Alternating Access and a Pore-Loop Structure in the Na+-Citrate Transporter CitS of Klebsiella pneumoniae

CitS of Klebsiella pneumoniae is a secondary transporter that transports citrate in symport with 2 Na(+) ions. Reaction of Cys-398 and Cys-414, which are located in a cytoplasmic loop of the protein that is believed to be involved in catalysis, with thiol reagents resulted in significant inhibition of uptake activity. The reactivity of the two residues was determined in single Cys mutants in different catalytic states of the transporter and from both sides of the membrane. The single Cys mutants were shown to have the same transport stoichiometry as wild type CitS, but the C398S mutation was responsible for a 10-fold loss of affinity for Na(+). Both cysteine residues were accessible from the periplasmic as well as from the cytoplasmic side of the membrane by the membrane-impermeable thiol reagent [2-(trimethylammonium)ethyl] methanethiosulfonate bromide (MTSET) suggesting that the residues are part of the translocation site. Binding of citrate to the outward facing binding site of the transporter resulted in partial protection against inactivation by N-ethylmaleimide, whereas binding to the inward facing binding site resulted in essentially complete protection. A 10-fold higher concentration of citrate was required at the cytoplasmic rather than at the periplasmic side of the membrane to promote protection.

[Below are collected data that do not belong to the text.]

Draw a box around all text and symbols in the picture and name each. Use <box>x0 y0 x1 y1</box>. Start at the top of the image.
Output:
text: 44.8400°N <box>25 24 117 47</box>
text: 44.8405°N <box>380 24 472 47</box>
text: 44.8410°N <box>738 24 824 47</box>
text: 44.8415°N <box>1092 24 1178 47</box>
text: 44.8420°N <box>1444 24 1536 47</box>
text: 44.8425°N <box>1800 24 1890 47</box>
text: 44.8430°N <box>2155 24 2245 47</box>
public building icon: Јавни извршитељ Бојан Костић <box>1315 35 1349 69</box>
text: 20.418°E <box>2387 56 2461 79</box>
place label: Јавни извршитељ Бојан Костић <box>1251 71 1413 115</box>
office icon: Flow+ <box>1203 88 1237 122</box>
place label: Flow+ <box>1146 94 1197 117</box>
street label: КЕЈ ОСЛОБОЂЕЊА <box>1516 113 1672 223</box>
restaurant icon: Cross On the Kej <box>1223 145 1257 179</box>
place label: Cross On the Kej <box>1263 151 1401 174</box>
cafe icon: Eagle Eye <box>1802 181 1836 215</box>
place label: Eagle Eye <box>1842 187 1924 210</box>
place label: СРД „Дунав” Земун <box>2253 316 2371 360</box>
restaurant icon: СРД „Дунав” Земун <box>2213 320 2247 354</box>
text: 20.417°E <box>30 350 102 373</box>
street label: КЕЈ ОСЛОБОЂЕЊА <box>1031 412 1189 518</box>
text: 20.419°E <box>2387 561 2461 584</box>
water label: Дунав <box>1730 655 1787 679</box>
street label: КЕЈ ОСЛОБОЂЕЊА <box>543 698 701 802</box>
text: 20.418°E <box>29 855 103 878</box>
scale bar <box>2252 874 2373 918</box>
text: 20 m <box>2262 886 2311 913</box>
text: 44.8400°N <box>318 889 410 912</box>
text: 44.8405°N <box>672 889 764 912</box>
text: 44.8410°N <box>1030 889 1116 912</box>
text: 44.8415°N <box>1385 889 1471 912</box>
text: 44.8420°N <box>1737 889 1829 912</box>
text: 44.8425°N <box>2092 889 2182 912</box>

Only marginal effects of citrate binding were seen on reactivity with MTSET. Binding of Na(+) at the periplasmic side of the transporter protected both Cys-398 and Cys-414 against reaction with the thiol reagents, whereas binding at the cytoplasmic side was less effective and discriminated between Cys-398 and Cys-414. A model is presented in which part of the cytoplasmic loop containing Cys-398 and Cys-414 folds back into the translocation pore as a pore-loop structure. The loop protrudes into the pore beyond the citrate-binding site that is situated at the membrane-cytoplasm interface.

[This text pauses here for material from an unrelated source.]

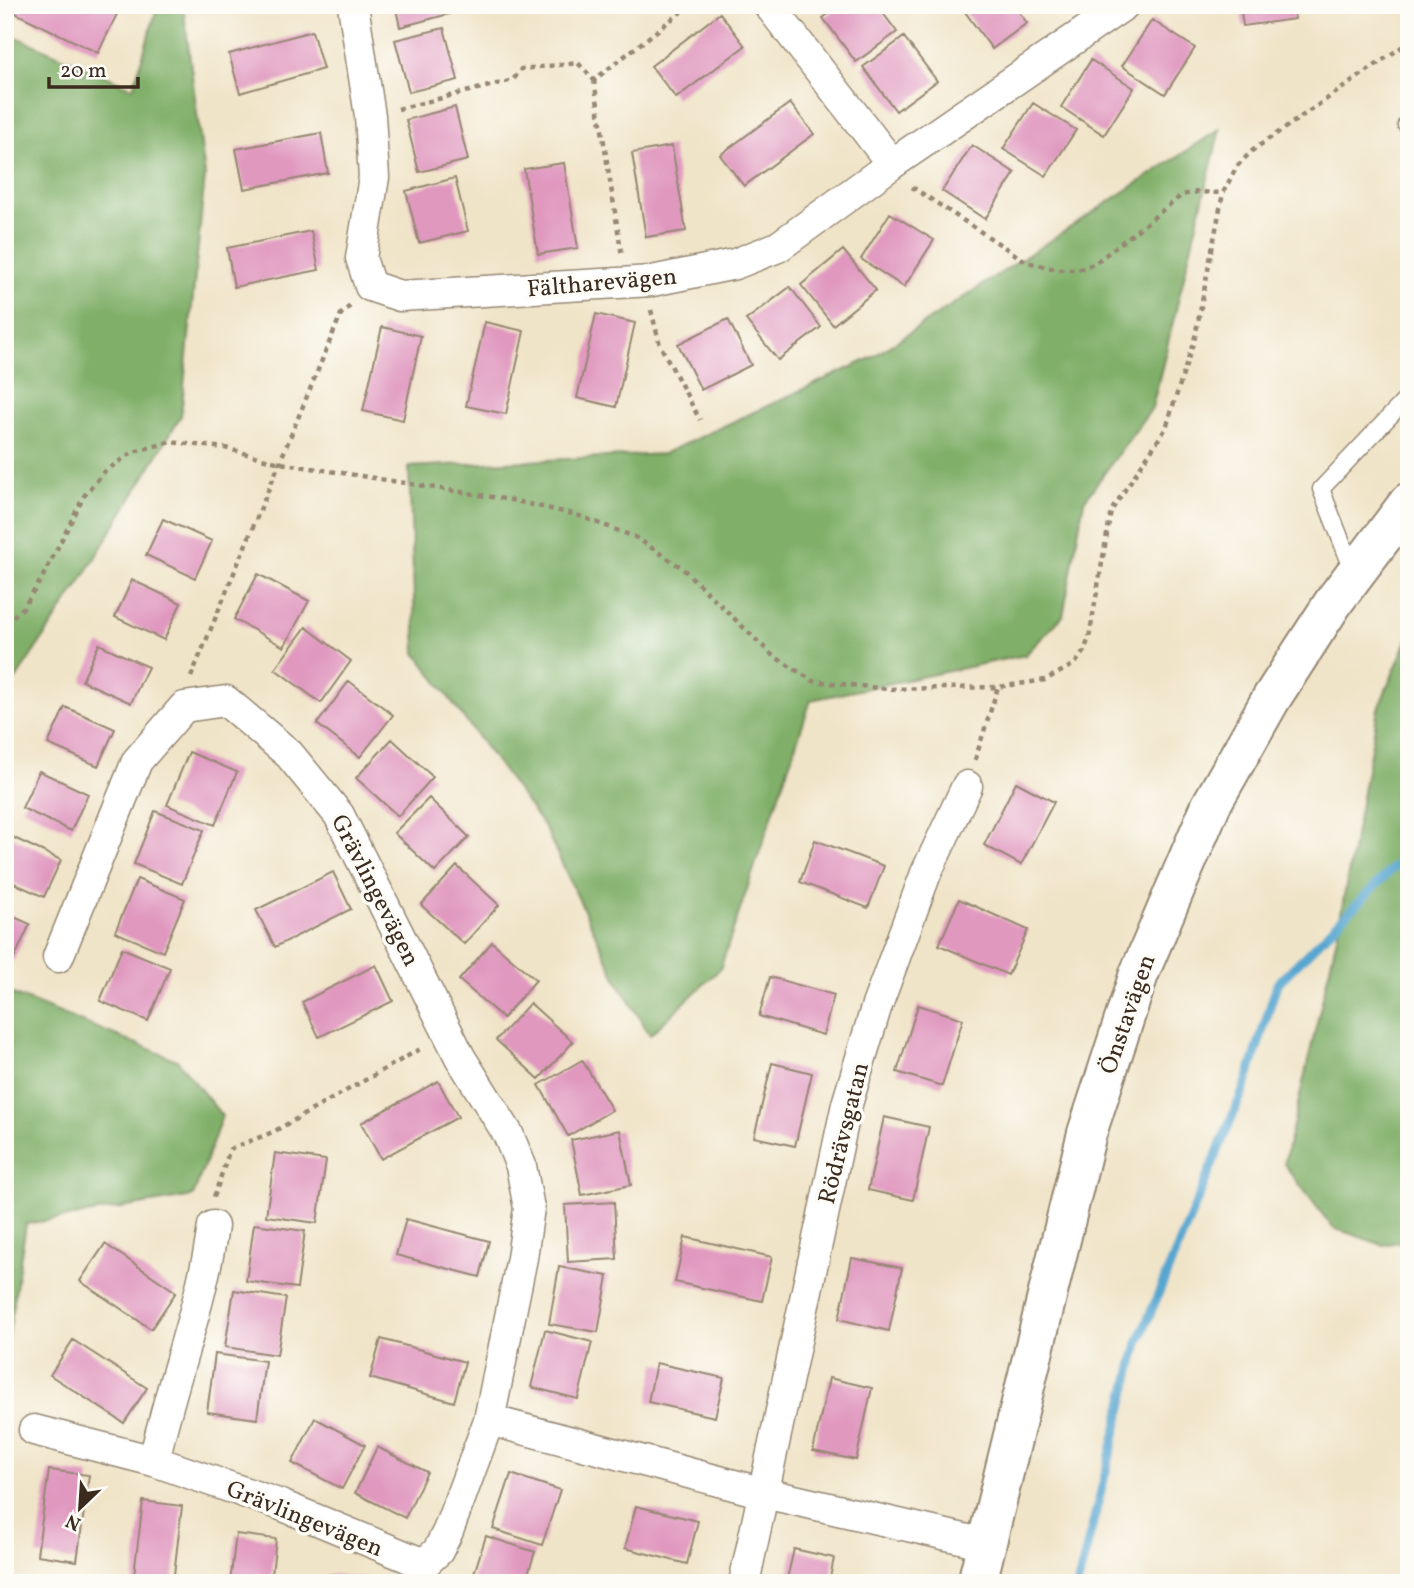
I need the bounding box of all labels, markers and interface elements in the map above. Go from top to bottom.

Classification of 29 families of secondary transport proteins into a single structural class using hydropathy profile analysis

A classification scheme for membrane proteins is proposed that clusters families of proteins into structural classes based on hydropathy profile analysis. The averaged hydropathy profiles of protein families are taken as fingerprints of the 3D structure of the proteins and, therefore, are able to detect more distant evolutionary relationships than amino acid sequences. A procedure was developed in which hydropathy profile analysis is used initially as a filter in a BLAST search of the NCBI protein database. The strength of the procedure is demonstrated by the classification of 29 families of secondary transporters into a single structural class, termed ST[3]. An exhaustive search of the database revealed that the 29 families contain 568 unique sequences. The proteins are predominantly from prokaryotic origin and most of the characterized transporters in ST[3] transport organic and inorganic anions and a smaller number are Na(+)/H(+) antiporters. All modes of energy coupling (symport, antiport, uniport) are found in structural class ST[3]. The relevance of the classification for structure/function prediction of uncharacterised transporters in the class is discussed.